## Exercise
Your task is to copy each line in the listing that includes the word "name".

[Opening Exercise material section]

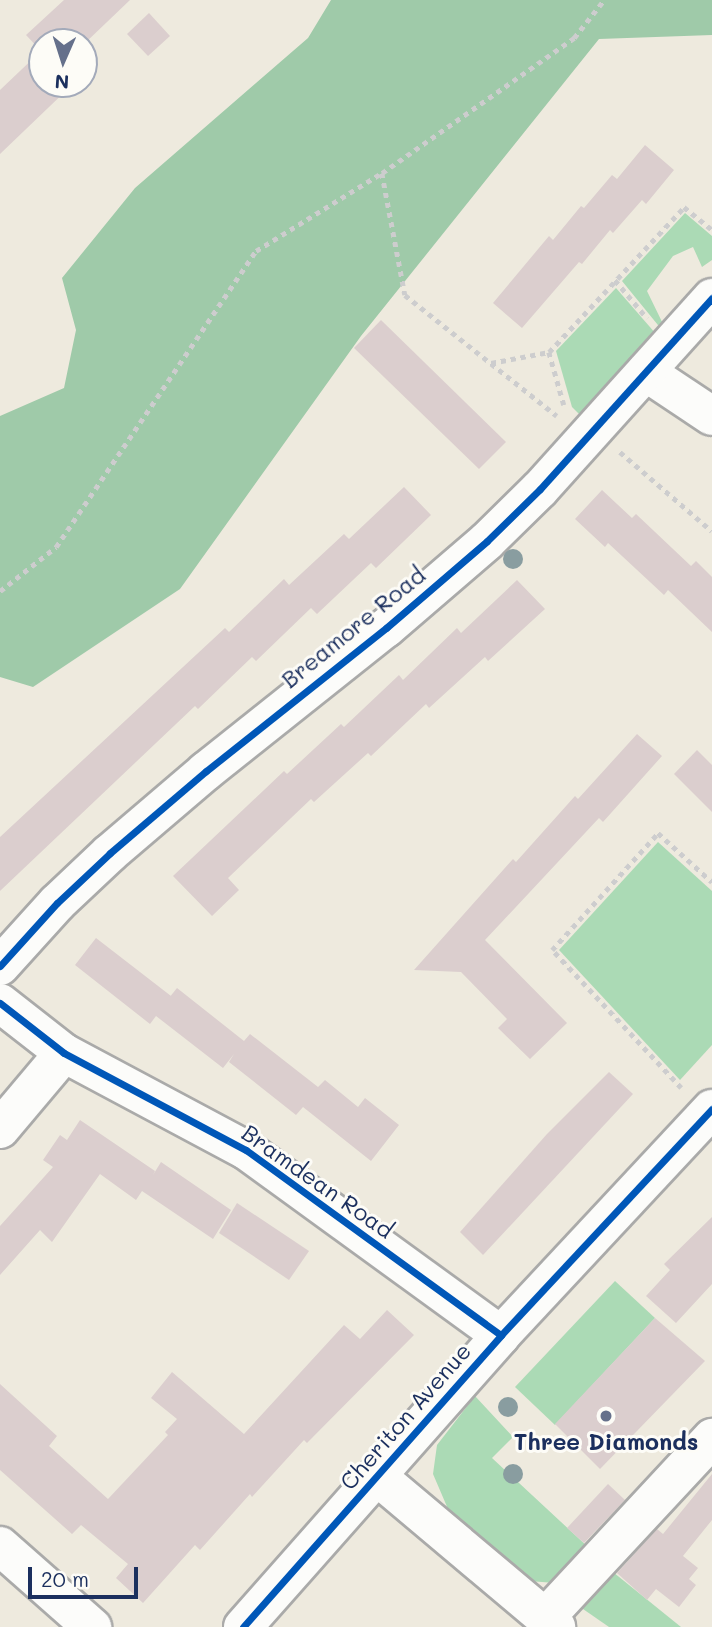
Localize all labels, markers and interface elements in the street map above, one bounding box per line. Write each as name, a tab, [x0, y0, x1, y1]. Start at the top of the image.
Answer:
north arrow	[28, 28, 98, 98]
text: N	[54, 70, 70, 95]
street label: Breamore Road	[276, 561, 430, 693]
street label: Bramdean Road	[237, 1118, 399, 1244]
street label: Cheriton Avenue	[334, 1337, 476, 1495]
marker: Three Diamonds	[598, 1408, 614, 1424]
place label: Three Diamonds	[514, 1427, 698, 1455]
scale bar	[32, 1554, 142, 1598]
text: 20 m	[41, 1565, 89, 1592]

[Closing Exercise material section]
[Opening Exercise material section]

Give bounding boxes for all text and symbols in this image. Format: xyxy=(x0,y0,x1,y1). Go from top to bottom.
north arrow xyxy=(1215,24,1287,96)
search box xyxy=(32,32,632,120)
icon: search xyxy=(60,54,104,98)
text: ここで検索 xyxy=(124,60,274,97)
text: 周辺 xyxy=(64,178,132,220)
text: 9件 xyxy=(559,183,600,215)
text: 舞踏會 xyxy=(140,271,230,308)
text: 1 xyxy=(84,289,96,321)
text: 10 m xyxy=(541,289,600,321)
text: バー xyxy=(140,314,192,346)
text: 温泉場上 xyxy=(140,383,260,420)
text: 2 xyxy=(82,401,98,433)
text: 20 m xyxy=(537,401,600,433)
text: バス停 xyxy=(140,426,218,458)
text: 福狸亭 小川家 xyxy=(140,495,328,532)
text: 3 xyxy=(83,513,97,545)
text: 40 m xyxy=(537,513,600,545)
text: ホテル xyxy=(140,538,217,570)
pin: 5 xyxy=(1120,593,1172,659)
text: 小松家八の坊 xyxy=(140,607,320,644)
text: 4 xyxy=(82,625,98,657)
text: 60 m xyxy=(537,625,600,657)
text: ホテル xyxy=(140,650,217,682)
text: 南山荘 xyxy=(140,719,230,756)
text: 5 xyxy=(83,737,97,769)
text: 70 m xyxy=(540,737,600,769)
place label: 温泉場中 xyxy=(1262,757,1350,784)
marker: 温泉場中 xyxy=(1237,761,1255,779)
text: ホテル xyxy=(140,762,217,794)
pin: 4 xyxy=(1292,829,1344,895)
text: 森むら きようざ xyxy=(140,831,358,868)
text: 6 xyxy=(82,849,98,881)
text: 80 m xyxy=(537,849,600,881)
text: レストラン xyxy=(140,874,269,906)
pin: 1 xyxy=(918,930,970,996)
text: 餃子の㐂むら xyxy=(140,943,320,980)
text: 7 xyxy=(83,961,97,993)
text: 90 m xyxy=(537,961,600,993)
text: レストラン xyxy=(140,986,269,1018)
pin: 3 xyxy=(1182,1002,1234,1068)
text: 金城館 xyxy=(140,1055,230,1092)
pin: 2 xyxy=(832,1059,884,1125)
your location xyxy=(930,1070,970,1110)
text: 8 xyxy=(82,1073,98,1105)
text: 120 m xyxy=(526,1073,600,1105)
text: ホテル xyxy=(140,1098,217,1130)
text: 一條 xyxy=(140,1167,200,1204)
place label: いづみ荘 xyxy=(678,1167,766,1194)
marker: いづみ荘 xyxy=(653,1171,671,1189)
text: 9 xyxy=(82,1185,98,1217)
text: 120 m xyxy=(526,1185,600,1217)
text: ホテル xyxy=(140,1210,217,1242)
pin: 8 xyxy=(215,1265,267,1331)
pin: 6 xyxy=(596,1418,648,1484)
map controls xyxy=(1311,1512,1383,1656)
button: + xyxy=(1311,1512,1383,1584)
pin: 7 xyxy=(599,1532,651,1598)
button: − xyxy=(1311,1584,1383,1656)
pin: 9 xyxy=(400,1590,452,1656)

[Closing Exercise material section]
[Opening Exercise material section]

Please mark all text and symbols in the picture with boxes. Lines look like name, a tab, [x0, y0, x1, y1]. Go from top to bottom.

[Closing Exercise material section]

## Exercise response
Localize all labels, markers and interface elements in the street map above, one bounding box per line. Write each as name, a tab, [x0, y0, x1, y1]. Start at the top of the image.
Please mark all text and symbols in the picture with boxes. Lines look like name, a tab, [x0, y0, x1, y1]. Go from top to bottom.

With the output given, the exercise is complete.